As the play opens, Olive, Bubba and Pearl are waiting for Roo and Barney, two cane field workers, who have come to Melbourne each year in the off season to delight Olive and the now absent Nancy (who has gone off and got herself hitched a few months before.) This is the seventeenth such visit, each marked by Roo’s gift of a kewpie doll, but this time things are different.

Each of the seven member cast does an excellent job as Lawler grants them their moment in the stage sun. Lizzy Falkland’s Pearl early on is full of comic discomfort as the new fish in the aquarium and from one possessed of a different kind of sensibility to Olive about how to deal with the man she is being lined up for in Barney. Rory Walker as that Barney grows in his depiction of a middle aged catastrophe, sweet talker and cad, loyal friend and self-seeker, all in equal measure. Elena Carapetis’s Olive portrays that intense heart felt discomfort about a world that is being upended but who can’t see the wood from the cane.

[Image by Shane Reid]

[Image by Shane Reid]

The shortcoming in what is otherwise a terrifically enjoyable evening is Geordie Brookman’s attempts as director to modernise the setting of the play. To do that he and Melanie Selwood as Stage Manager, have created a living room decked out in non-descript curtains perhaps more appropriate for the performance of a piano soloist.

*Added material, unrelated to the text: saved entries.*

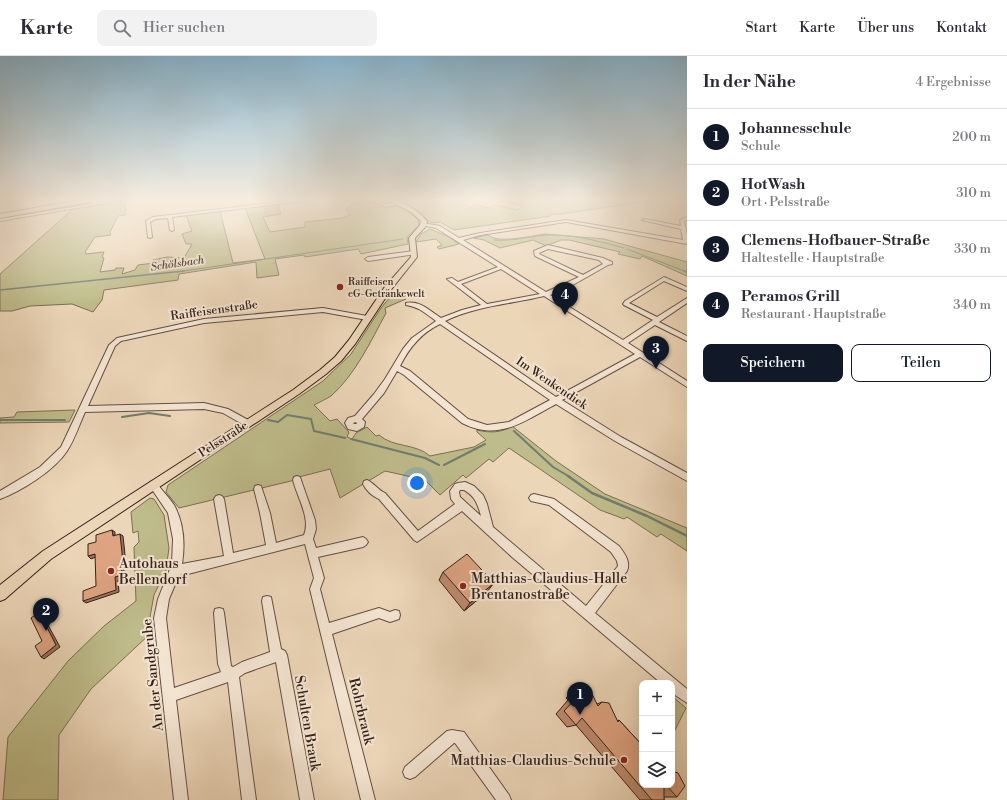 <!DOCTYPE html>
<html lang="de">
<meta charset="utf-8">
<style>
:root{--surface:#fff;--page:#f2f2f3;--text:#2b2b33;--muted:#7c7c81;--line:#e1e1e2;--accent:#111827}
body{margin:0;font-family:"Libre Bodoni",serif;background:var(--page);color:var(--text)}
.controls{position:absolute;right:12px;bottom:12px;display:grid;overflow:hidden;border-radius:8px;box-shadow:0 4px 16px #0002}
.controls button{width:36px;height:36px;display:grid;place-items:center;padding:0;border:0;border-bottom:1px solid var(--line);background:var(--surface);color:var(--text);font:20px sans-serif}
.you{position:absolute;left:417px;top:427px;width:14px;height:14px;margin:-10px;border:3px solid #fff;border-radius:50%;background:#1a73e8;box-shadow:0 0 0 6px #1a73e833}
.badge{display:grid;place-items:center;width:26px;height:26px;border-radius:50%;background:var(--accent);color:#fff;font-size:13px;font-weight:700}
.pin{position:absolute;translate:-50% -33px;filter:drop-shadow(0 1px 2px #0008)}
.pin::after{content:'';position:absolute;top:21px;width:14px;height:12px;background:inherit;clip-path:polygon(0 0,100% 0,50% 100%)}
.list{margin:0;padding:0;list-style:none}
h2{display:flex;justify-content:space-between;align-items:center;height:52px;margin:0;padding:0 16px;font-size:17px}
h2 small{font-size:13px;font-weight:400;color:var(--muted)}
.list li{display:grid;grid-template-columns:26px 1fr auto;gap:12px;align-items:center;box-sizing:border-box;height:56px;padding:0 16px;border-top:1px solid var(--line)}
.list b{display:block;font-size:15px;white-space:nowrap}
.list p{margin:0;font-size:13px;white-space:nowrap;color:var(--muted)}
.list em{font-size:13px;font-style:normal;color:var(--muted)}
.actions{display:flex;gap:8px;padding:12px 16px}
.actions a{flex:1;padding:9px 0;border:1px solid var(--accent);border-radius:8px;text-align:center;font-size:14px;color:var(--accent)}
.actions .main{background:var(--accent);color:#fff}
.icon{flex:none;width:22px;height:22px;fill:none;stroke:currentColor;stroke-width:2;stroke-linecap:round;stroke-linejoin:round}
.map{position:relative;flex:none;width:687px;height:744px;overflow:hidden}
header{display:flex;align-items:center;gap:24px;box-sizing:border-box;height:56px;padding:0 20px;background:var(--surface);border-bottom:1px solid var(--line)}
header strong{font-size:19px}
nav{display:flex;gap:22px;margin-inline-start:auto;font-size:14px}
.search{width:280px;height:36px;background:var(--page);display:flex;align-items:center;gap:10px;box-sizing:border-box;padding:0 14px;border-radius:8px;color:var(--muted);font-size:15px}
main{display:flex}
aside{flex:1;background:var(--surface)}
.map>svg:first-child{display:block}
.green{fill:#bebc8a;stroke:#7a6f52}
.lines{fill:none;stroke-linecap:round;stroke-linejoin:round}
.stream-far3{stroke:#717d71;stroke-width:1}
.stream-far2{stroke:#717d71;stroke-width:1.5}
.stream-far1{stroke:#717d71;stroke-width:2}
.stream{stroke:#717d71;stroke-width:2.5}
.minor-casing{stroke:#634f42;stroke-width:2}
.major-casing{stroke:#35221a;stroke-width:2}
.highway-casing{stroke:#35221a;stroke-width:2}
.minor{fill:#f3e4d1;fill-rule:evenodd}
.major{fill:#ecd6b8;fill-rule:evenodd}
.highway{fill:#ecd6b8;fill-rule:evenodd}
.wall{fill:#bf8c6f;stroke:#35221a}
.shaded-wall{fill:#9b725a;stroke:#35221a}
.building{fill:#dea381;stroke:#35221a}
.poi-dot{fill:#8f2418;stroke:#f3e4d1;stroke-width:1.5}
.labels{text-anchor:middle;stroke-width:4;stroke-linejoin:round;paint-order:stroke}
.far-poi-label{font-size:10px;fill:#35221a;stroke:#f3e4d1;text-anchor:start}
.far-water-label{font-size:11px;font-style:italic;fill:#534f46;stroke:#f3e4d1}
.street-label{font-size:12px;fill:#35221a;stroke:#f3e4d1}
.near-poi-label{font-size:14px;fill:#35221a;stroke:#f3e4d1;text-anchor:start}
.near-street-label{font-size:14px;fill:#35221a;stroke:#f3e4d1}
</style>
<header>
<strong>Karte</strong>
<div class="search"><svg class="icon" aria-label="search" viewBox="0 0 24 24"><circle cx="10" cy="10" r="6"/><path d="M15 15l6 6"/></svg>Hier suchen</div>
<nav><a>Start</a><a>Karte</a><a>Über uns</a><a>Kontakt</a></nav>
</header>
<main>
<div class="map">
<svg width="687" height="744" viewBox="0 0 687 744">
<rect width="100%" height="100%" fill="#ecd6b8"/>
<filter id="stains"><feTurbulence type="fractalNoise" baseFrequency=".005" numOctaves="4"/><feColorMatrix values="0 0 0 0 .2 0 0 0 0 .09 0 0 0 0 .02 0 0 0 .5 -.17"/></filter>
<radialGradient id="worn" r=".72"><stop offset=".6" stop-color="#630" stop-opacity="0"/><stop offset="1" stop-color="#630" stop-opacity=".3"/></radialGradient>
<path class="green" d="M126,144L125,159L118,160L110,176L111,179L95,181L85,196L86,198L104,196L102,201L104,202L100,216L115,214L116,212H124L122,218L135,214L138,209L154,207L153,204L167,201L184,202L192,188H186L182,178L192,175L186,159L220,155L233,207L265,203L245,152L277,148L281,158L263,161L270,176L305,171V166L342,162L350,159L346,153L354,148L346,144H369L381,150L401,151L415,161L418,164L419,169L407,181L408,188L361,198L358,193L305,201L304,199L275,203L279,219L257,222L256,206L179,218L178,224L104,234L102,244L93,256L72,248L30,250L12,255H0V218L74,152Z
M414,144H451L471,151L476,149L489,152L495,149L518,154L522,150L499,144H658L560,158H550L551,160L454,174L440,166L433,167L428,165L422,157L404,147Z
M430,173L449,181L459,188L439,193L437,191L442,189L436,183L416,186L421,178Z
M545,178L604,183L687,206V220L642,200L640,203L618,198L620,196L569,184H561L546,190L533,184L500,192L484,184L473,182L488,179C499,188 530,180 545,178Z
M395,235L406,243L385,252L386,257C371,285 355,319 331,340C326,343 320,346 314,349L330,365L337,363L349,376L347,381L352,383L356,377L367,371L376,380L379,379C394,392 415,387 430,400L474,391L486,384L477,376V374C490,377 501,377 512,370L556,405L605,438L687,472V495L661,478L657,481L627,461L624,463L600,454L509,392L493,406L489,403L466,422L463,419L440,439L425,424L385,415L340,442L330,413L295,422V424L179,452L166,436L168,429L323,325L351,298L381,252Z
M75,354L69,366L0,367V362L14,361L17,356Z
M150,442L154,443L164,459L169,492L166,514L154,539L150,561L151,577L91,633L59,679L58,744H3L8,681L68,605L104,570L136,545L134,491L139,486L138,475L133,477L131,456Z
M672,640L686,652L672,680Z"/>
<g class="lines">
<path class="stream-far3" d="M494,184C514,186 533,179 553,179C576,179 602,186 624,192
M627,193L687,216
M177,216L403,183"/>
<path class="stream-far2" d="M684,215L687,216
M0,234L184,215"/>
<path class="stream-far1" d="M122,361L149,357L170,360
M0,364H65
M268,364L278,366L287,359L311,363L314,375L345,382
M514,375L553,411L570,421
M351,383L425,402L439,409
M444,409L485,388"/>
<path class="stream" d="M568,420L592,437L647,460L687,480"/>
<g class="minor-casing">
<path id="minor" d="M116,144H124L0,165V163Z
M296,144H306L304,145L172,161L174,174L172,175L170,174L168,162L156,163L150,166L152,181L150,182L148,181L146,165L153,161Z
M369,144C376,143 382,149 388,148C396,148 403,143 411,144L387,151Z
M687,161V164L684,165L687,178V188L566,166L480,179L463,184L546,236L579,221L535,200L534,195L548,189L603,202L612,206V208L608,209L571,230L550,239L623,284L653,264L624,249L623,248L625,245L664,221L687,231V235L664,225L629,247L657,261L687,242V247L659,266L687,280V285L655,269L628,287L687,325V331L640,301L562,344L621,381L687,417V425L615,385L556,348C524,365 499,386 462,367L404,319L397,315L384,337L362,363L365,366L364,371L357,375L348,373L345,367L348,362L355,360L374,338L385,323L403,293L412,282L436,265C425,257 419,251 406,249V247C420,244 430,255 441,262L462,254L481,249L447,223L452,222L458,226L498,211L436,172L422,169V167L440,170L459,182L480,177L566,164L683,184L681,173L642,164L644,163L681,170L680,164ZM548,193L599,204L603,208L583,219L539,198V197ZM501,213L540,238L487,248L461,228ZM544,240L635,298L556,341L445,265C475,250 511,248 544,240ZM440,268L550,344L509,366L487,369L468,363L410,315L400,310C409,292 421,277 440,268ZM356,366L357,368H354L353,367Z
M414,195L416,196V198L368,205L365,203L368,201Z
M323,252L367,260L370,262L367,264L323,256L204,267L121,285L115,290L88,350L204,347L228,353L250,365L251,367L250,369H244L223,357L204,353L85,356C79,369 75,383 67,395C55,414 20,436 0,443V435L40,411L61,391L109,289L117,282L204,263Z
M297,420L300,421L301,424L315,464L316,473L313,483L316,492L363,481L366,483L368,486L366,489L363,491L318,501L324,522L320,533L329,567L379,552L390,556L395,554L399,555L400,559L399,563L390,566L379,562L332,578L375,744H361L310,533L314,522L305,488L188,518L179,519L169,543L166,562L174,632L221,616L218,608L214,557L215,553L219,552L223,553L224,557L231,610L233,611L242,606L270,596L262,545L263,541L267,540L271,541L281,593L285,595L287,599L314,744H300L276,606L245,617L239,621L256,744H242L228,626L176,644L188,744H174L154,562L158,543L172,508L173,483L168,457L149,429L150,426L153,425L156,426C161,434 169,441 174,449C184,467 185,489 182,508L224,500L214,443L216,440L219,439L222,440L224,443L233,497L266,489L260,457L254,433L255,430L258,429L261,430L270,457L276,487L304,479C311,462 297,441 293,424L294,421Z
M367,424C374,427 378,434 385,437L418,475L455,448L451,443L450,435L455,428L458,427L465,426L474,430L483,439L487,448L493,471L586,550L618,510L617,505L611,496L549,449L531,445L529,442L531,439L534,438L554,443L619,490C624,497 631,505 627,515L595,557L687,633V647L672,637V627H661L512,501L462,455L417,486L414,484L379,443C372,440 366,434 363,428L364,425ZM460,434H464C475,440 478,449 481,460L460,441L459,436Z
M452,674L464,676L509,739L511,744H496L455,687H454L415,721L410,723L405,721L403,716L405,711L447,675Z"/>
</g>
<g class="major-casing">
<path id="major" d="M387,144C401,142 418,155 427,165L426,170L415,182L417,201L390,235L355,288L341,305L326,318L299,338L51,503L5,543L0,545V529L43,495L293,334L320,314L335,301L349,284L384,232L411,201L409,182L420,169L421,165L411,156Z"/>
</g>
<g class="highway-casing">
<path id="highway" d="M80,144H92L89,146L0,162V158Z"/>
</g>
<use href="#minor" class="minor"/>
<use href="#major" class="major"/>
<use href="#highway" class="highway"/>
</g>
<path class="wall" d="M443,516L487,536L464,555L439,524Z
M583,630L597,648L602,646L617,665L619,664L640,687L642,686V729H672L677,741H664V744H640L576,669L567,671L556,658L568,644L566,642L574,634Z"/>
<path class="shaded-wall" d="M112,474L115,476V482L113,480Z
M120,478L123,480L126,508L124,509V521L118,524L119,536L86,547L83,545L115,521Z
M95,498L98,500L91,503L88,500Z
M494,527L487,536L464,555L470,547Z
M39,556L42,558L60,591L44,603L41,601L56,589Z"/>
<path class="building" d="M112,474L113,480L120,478L123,506L121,507L122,519L115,521L116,534L83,545V535L96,530L95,498L88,500V488L96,486V479Z
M467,498L494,527L470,547L443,516Z
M39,556L56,589L41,601L35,590L42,585L31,562Z
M583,630L589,632L598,650L602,646L609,647L618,666L619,664L642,689V729H664V744H652L582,662L576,669L564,655L577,641L575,639Z
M672,715L678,717L685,730L677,741L666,729H672Z"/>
<linearGradient id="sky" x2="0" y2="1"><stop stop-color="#88b6d0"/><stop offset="0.58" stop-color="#f6eddf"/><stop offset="1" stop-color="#f6eddf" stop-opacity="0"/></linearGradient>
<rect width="687" height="248" fill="url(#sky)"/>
<g class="poi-dot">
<circle cx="340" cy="231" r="4"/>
<circle cx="111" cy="515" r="4"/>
<circle cx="463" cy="530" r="4"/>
<circle cx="624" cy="704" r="4"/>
</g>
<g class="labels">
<g class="far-poi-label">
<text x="348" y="229">Raiffeisen<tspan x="348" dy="12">eG-Getränkewelt</tspan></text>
</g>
<g class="far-water-label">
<text transform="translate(177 207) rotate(-8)" y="4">Schölsbach</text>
</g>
<g class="street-label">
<text transform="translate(214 254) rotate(-8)" y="4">Raiffeisenstraße</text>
<text transform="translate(552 327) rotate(34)" y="4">Im Wenkendiek</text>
<text transform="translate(223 383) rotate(-33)" y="4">Pelsstraße</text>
</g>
<g class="near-poi-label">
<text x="119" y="512">Autohaus<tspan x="119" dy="16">Bellendorf</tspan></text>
<text x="471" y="527">Matthias-Claudius-Halle<tspan x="471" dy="16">Brentanostraße</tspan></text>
<text x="616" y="709" text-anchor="end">Matthias-Claudius-Schule</text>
</g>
<g class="near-street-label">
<text transform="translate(152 619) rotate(-96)" y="5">An der Sandgrube</text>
<text transform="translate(362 655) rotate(76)" y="5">Rohrbrauk</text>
<text transform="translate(308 667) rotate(80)" y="5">Schulten Brauk</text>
</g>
</g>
<rect width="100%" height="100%" filter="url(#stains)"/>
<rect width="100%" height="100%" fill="url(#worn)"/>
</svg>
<div class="controls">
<button>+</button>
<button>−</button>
<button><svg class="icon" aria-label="layers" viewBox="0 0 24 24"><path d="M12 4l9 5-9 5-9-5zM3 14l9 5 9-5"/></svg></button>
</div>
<div class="you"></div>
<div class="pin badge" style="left:580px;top:659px">1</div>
<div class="pin badge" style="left:46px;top:575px">2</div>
<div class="pin badge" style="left:656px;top:313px">3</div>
<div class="pin badge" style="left:565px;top:259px">4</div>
</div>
<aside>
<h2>In der Nähe<small>4 Ergebnisse</small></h2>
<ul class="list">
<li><span class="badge">1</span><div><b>Johannesschule</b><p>Schule</p></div><em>200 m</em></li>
<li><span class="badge">2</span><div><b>HotWash</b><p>Ort · Pelsstraße</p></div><em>310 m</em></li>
<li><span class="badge">3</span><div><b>Clemens-Hofbauer-Straße</b><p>Haltestelle · Hauptstraße</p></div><em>330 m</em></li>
<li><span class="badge">4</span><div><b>Peramos Grill</b><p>Restaurant · Hauptstraße</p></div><em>340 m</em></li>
</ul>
<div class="actions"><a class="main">Speichern</a><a>Teilen</a></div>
</aside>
</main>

In his program notes, Brookman writes of retaining ‘a gentle connection to the period’ yet the setting of the play is unmistakably Australia circa 1950-1980; a more modern world just couldn’t and doesn’t stand still as the script requires (even rural Queensland).

So, rather than his audience, when leaving, pondering what connections such human tragedy has to today (and there remain many), instead we ask ourselves whether the setting for that tragedy has sufficient credibility to get us to muse on those questions at all.